## Directions for this task
Go through the listing beneath this task and return every line that carries the string "bottom".

## Task input
****************************************

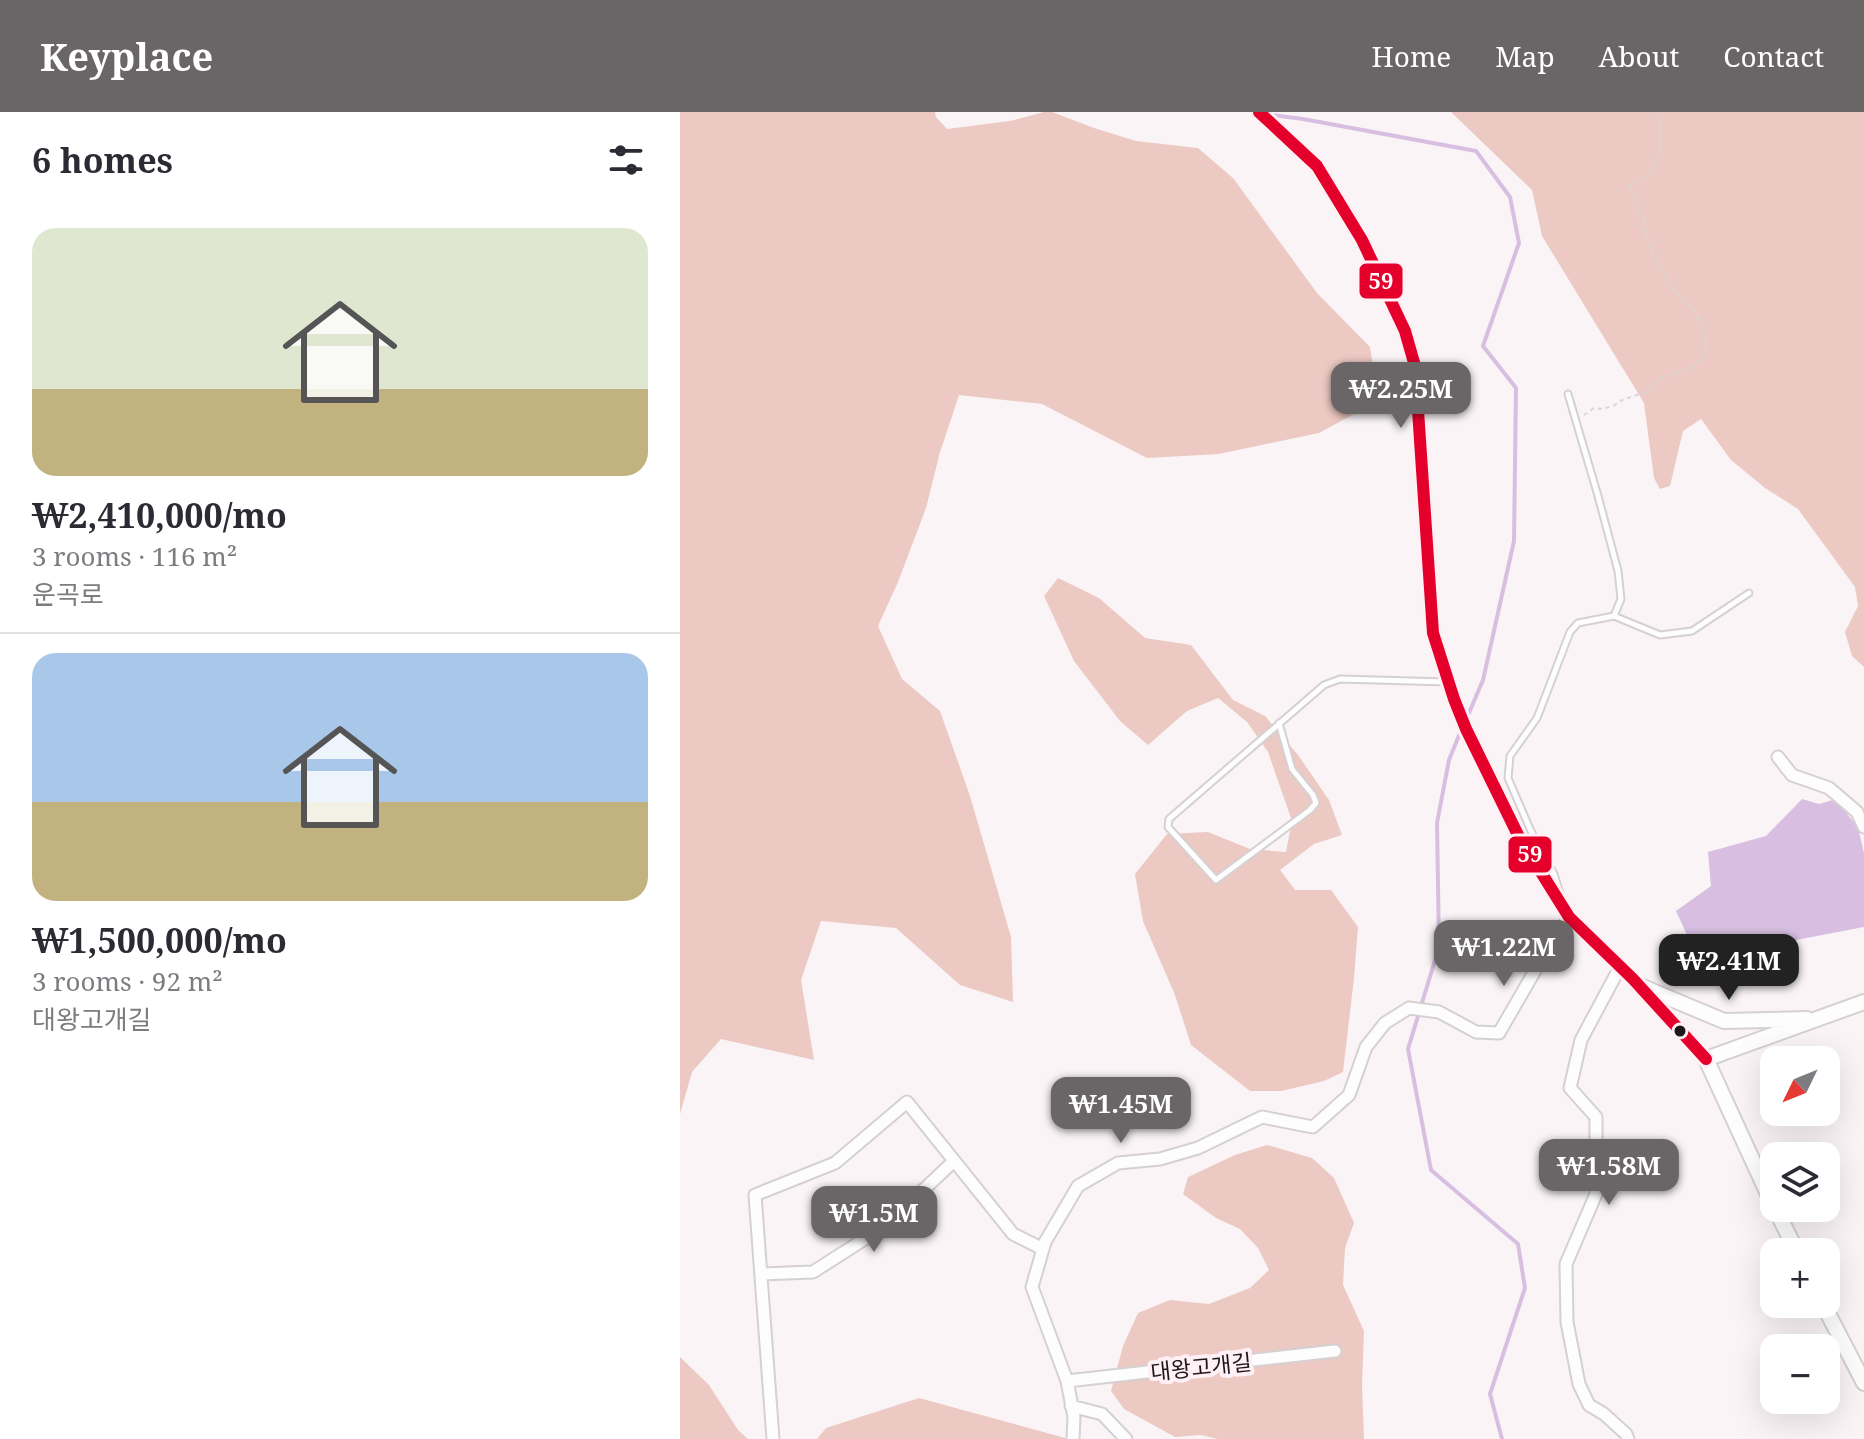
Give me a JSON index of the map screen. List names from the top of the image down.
{
  "streets": {
    "street": ["대왕고개길"]
  },
  "lines": ["transit line 59"],
  "north": "bottom left",
  "page": {
    "header": "Keyplace",
    "nav": [
      "Home",
      "Map",
      "About",
      "Contact"
    ],
    "heading": "6 homes",
    "list": [
      {
        "name": "₩2,410,000/mo",
        "note": "3 rooms · 116 m² · 운곡로"
      },
      {
        "name": "₩1,500,000/mo",
        "note": "3 rooms · 92 m² · 대왕고개길"
      }
    ],
    "price": [
      "₩2.25M",
      "₩1.22M",
      "₩2.41M",
      "₩1.45M",
      "₩1.58M",
      "₩1.5M"
    ],
    "map_buttons": ["+", "−"]
  }
}
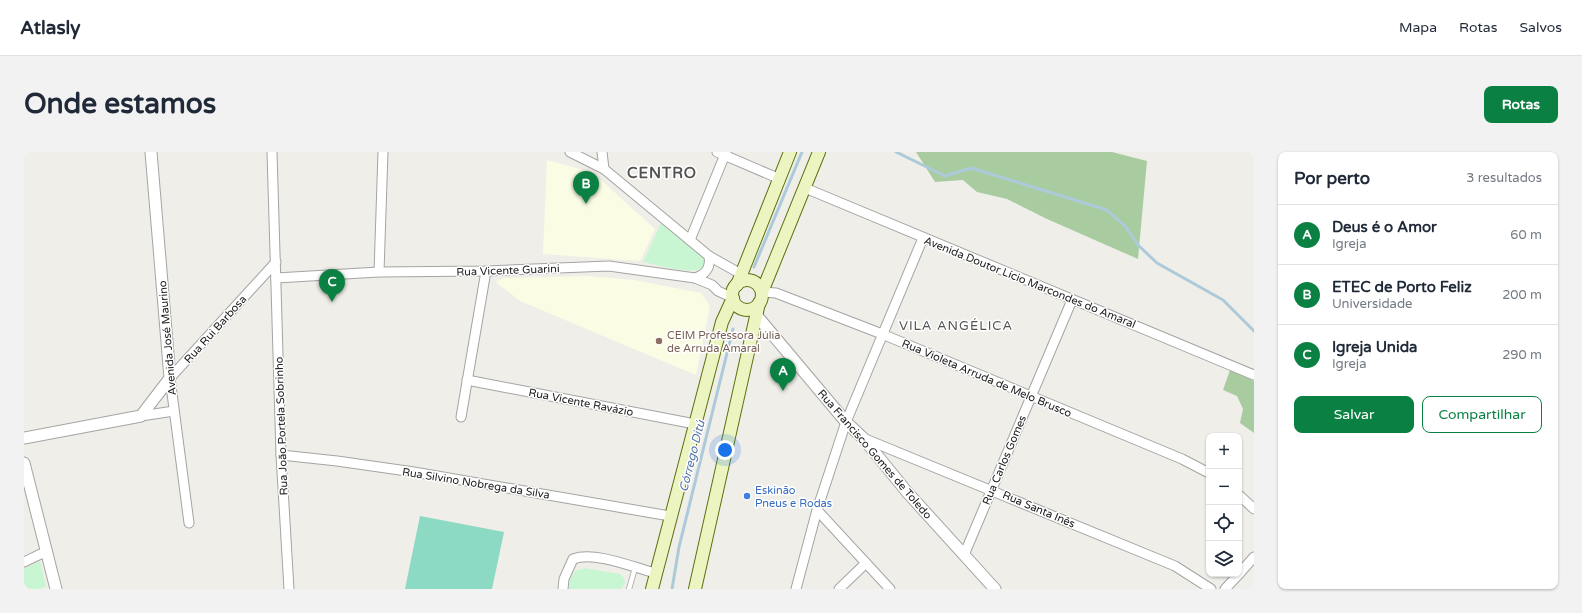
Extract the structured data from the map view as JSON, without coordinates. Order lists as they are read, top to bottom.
{
  "streets": {
    "street": [
      "Rua Vicente Guarini",
      "Avenida Doutor Lício Marcondes do Amaral",
      "Rua Rui Barbosa",
      "Avenida José Maurino",
      "Rua Violeta Arruda de Melo Brusco",
      "Rua Vicente Ravázio",
      "Rua João Portela Sobrinho",
      "Rua Francisco Gomes de Toledo",
      "Rua Carlos Gomes",
      "Rua Silvino Nobrega da Silva",
      "Rua Santa Inês"
    ]
  },
  "crossings": [
    ["Rua Vicente Guarini", "Rua Violeta Arruda de Melo Brusco"],
    ["Rua Vicente Guarini", "Rua João Portela Sobrinho"],
    ["Avenida Doutor Lício Marcondes do Amaral", "Rua Carlos Gomes"],
    ["Rua Rui Barbosa", "Avenida José Maurino"],
    ["Rua Rui Barbosa", "Rua João Portela Sobrinho"],
    ["Rua Violeta Arruda de Melo Brusco", "Rua Carlos Gomes"],
    ["Rua João Portela Sobrinho", "Rua Silvino Nobrega da Silva"],
    ["Rua Francisco Gomes de Toledo", "Rua Carlos Gomes"],
    ["Rua Francisco Gomes de Toledo", "Rua Santa Inês"],
    ["Rua Carlos Gomes", "Rua Santa Inês"]
  ],
  "districts": ["CENTRO", "VILA ANGÉLICA"],
  "water": ["Córrego Ditú"],
  "places": ["CEIM Professora Júlia de Arruda Amaral", "Eskinão Pneus e Rodas"],
  "page": {
    "header": "Atlasly",
    "nav": ["Mapa", "Rotas", "Salvos"],
    "buttons": [
      "Rotas",
      ["Salvar", "Compartilhar"]
    ],
    "title": "Onde estamos",
    "heading": ["Por perto", "3 resultados"],
    "pins": ["B", "C", "A"],
    "list": [
      {
        "mark": "A",
        "name": "Deus é o Amor",
        "note": "Igreja",
        "value": "60 m"
      },
      {
        "mark": "B",
        "name": "ETEC de Porto Feliz",
        "note": "Universidade",
        "value": "200 m"
      },
      {
        "mark": "C",
        "name": "Igreja Unida",
        "note": "Igreja",
        "value": "290 m"
      }
    ],
    "map_buttons": ["+", "−"]
  }
}
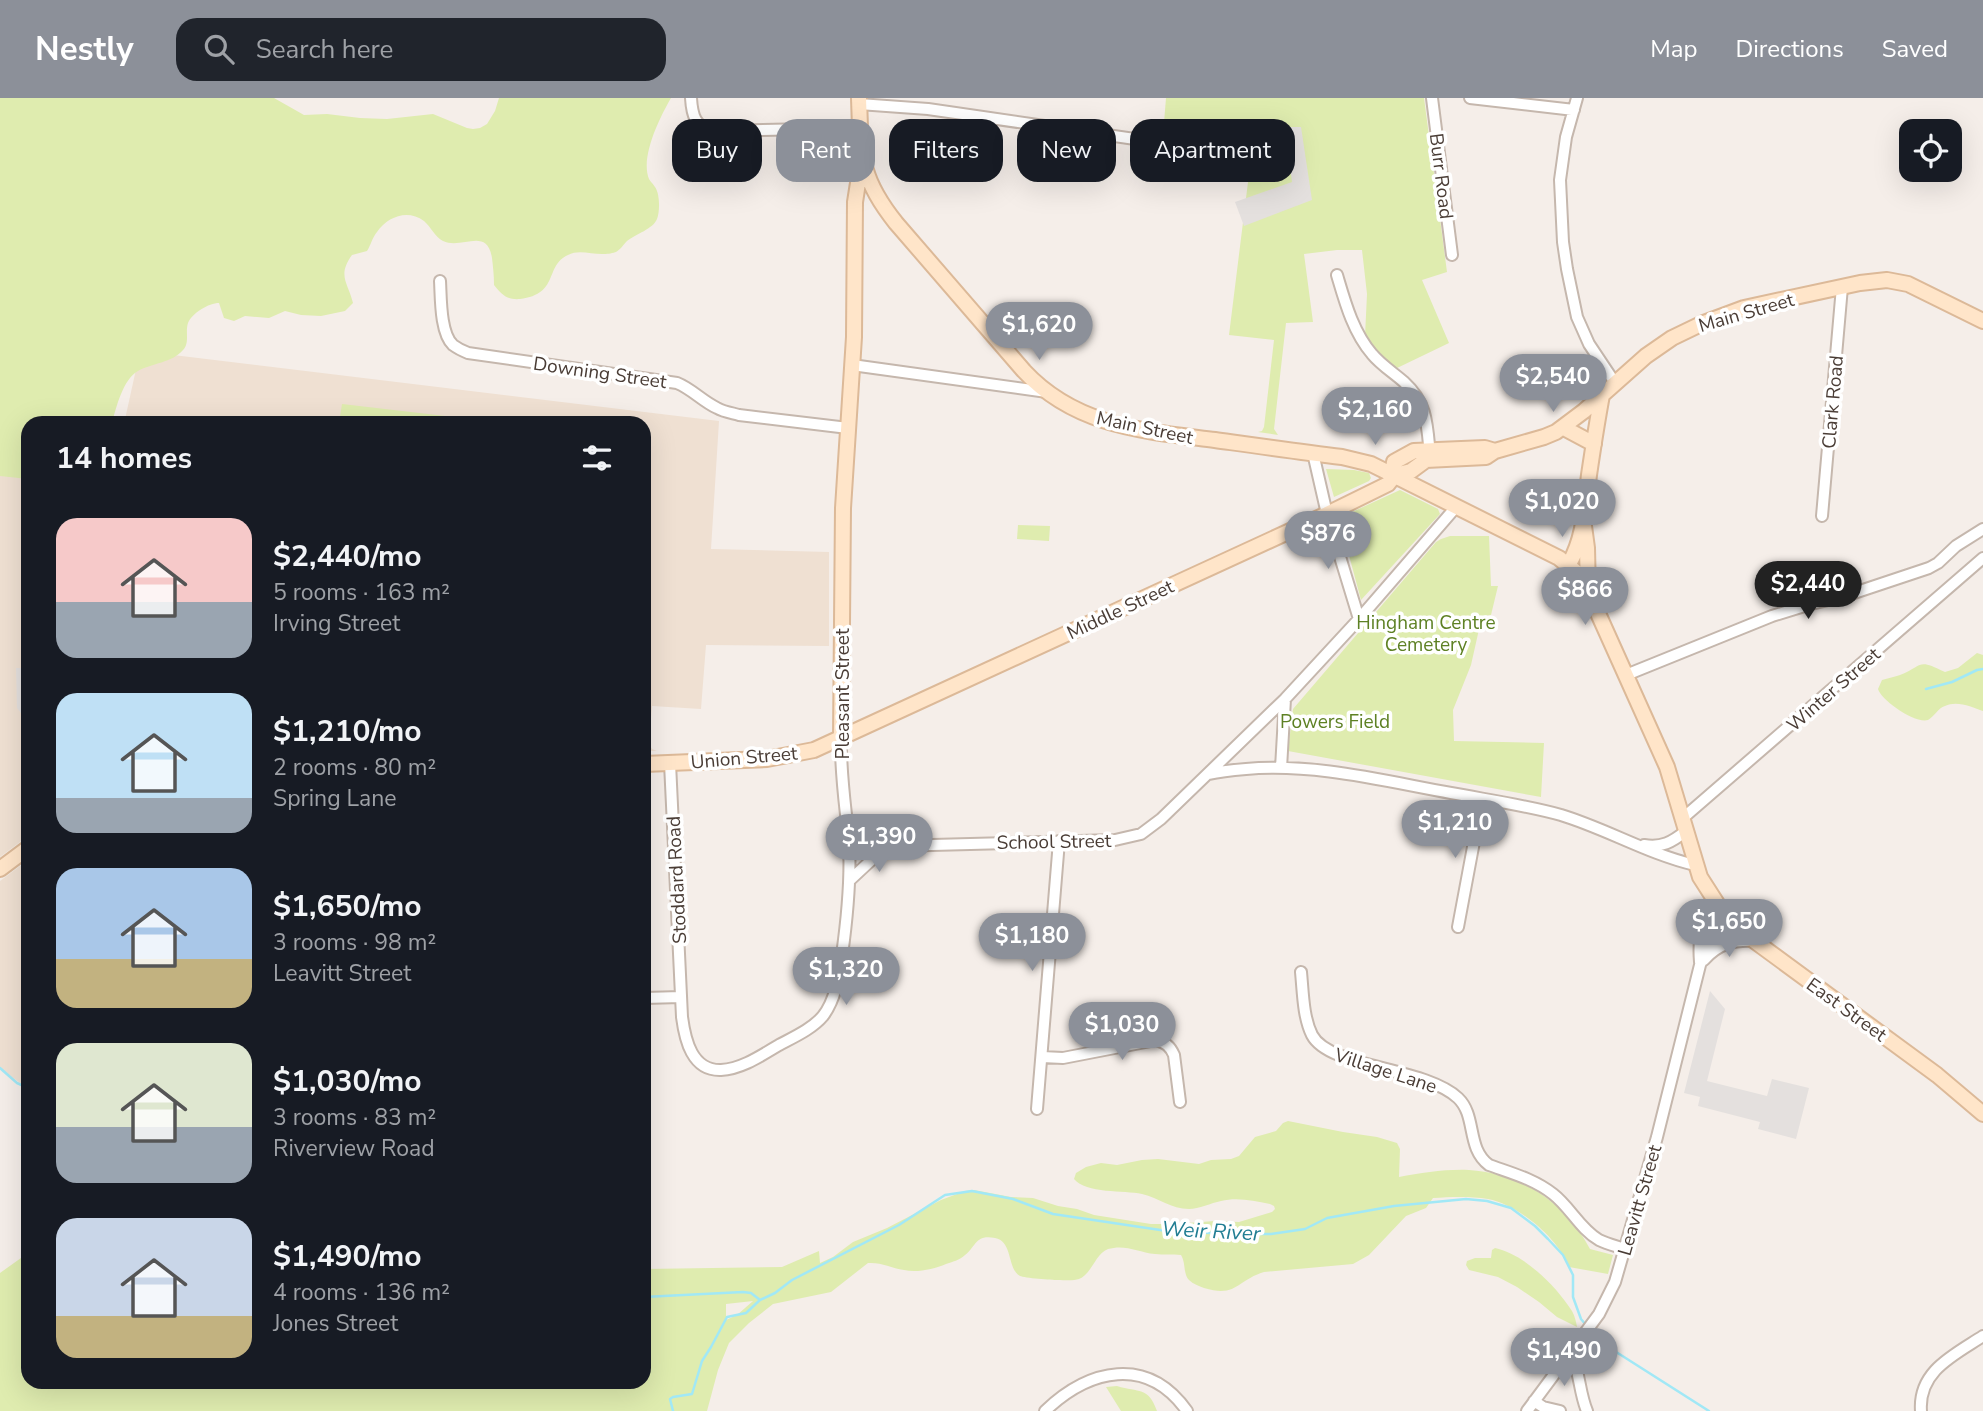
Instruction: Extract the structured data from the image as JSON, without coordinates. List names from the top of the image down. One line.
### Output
{"streets":{"main road":["Main Street","Middle Street","Pleasant Street","Union Street","East Street"],"street":["Burr Road","Downing Street","Clark Road","Winter Street","School Street","Stoddard Road","Village Lane","Leavitt Street"]},"crossings":[["Main Street","Clark Road"],["Main Street","Middle Street"],["Downing Street","Pleasant Street"],["Middle Street","Pleasant Street"],["Middle Street","Union Street"],["Pleasant Street","Union Street"],["Pleasant Street","School Street"],["Pleasant Street","Stoddard Road"],["Union Street","Stoddard Road"],["East Street","Leavitt Street"],["Village Lane","Leavitt Street"]],"water":["Weir River"],"parks":["Hingham Centre Cemetery","Powers Field"],"page":{"header":"Nestly","search":"Search here","nav":["Map","Directions","Saved"],"chip":["Buy","Rent","Filters","New","Apartment"],"price":["$1,620","$2,540","$2,160","$1,020","$876","$2,440","$866","$1,210","$1,390","$1,650","$1,180","$1,320","$1,030","$1,490"],"heading":"14 homes","list":[{"name":"$2,440/mo","note":"5 rooms · 163 m² · Irving Street"},{"name":"$1,210/mo","note":"2 rooms · 80 m² · Spring Lane"},{"name":"$1,650/mo","note":"3 rooms · 98 m² · Leavitt Street"},{"name":"$1,030/mo","note":"3 rooms · 83 m² · Riverview Road"},{"name":"$1,490/mo","note":"4 rooms · 136 m² · Jones Street"}]}}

****************************************

## Reply to the task
  "north": "bottom left",
Extract the structured data from the map view as JSON, without coordinates. Order lists as they are read, top to bottom.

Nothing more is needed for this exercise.